### The problem
The word "down" marks the lines to find; copy every such line from the data below.

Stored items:
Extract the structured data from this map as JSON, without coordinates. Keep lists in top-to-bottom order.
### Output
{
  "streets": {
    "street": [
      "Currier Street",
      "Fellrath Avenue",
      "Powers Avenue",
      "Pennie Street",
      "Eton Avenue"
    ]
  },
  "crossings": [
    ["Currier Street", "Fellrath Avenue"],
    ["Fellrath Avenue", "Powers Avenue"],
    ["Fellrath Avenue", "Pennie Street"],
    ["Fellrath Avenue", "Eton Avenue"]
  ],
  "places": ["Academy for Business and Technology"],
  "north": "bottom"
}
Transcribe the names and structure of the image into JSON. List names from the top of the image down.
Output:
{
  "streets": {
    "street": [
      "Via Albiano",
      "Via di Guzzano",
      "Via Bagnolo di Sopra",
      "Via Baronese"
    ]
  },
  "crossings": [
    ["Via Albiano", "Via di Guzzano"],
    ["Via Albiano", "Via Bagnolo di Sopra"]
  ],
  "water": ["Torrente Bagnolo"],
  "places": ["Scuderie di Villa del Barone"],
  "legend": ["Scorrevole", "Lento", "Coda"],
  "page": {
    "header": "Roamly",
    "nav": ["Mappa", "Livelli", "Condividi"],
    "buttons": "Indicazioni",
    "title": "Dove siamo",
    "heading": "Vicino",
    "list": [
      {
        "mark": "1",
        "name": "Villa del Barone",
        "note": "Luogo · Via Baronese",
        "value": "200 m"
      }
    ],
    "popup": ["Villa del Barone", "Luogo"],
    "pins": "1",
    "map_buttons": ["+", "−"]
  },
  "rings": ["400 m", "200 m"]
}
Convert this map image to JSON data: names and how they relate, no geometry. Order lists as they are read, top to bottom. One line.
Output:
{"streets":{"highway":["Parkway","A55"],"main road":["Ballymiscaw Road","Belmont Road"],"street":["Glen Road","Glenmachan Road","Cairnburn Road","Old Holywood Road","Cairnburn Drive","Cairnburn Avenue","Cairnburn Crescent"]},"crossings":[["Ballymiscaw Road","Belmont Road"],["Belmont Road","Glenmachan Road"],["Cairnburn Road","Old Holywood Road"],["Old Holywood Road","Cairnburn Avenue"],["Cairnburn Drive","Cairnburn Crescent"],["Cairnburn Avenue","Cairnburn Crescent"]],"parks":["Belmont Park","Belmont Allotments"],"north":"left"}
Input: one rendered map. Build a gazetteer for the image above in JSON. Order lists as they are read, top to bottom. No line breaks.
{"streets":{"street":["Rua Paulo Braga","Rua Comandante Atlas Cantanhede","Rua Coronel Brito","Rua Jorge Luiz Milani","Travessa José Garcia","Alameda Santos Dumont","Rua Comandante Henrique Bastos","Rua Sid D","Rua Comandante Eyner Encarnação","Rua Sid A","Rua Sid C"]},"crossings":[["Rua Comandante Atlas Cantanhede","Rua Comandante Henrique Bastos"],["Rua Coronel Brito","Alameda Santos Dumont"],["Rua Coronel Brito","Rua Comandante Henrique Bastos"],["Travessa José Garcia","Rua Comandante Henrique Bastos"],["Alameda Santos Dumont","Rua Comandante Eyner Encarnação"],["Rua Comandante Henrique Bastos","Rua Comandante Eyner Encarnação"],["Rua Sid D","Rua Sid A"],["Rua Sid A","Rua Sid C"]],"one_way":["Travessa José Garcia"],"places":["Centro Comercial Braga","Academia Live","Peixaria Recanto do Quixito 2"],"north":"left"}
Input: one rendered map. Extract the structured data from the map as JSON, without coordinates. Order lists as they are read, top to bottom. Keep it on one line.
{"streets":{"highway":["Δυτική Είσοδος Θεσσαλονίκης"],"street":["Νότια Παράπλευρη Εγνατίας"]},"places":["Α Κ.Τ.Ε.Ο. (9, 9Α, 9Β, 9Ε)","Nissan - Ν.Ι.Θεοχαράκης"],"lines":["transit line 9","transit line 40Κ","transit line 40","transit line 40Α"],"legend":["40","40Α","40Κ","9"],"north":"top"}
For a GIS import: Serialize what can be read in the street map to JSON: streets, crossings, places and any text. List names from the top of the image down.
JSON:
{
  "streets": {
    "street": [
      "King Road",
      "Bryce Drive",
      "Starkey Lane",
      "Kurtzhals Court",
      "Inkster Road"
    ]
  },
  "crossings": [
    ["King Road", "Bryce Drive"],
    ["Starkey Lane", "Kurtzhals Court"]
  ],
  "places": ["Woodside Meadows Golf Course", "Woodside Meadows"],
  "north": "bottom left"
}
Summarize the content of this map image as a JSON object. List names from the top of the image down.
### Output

### Result
Transcribe the names and structure of the image into JSON. List names from the top of the image down.
For a GIS import: Serialize what can be read in the street map to JSON: streets, crossings, places and any text. List names from the top of the image down.
Summarize the content of this map image as a JSON object. List names from the top of the image down.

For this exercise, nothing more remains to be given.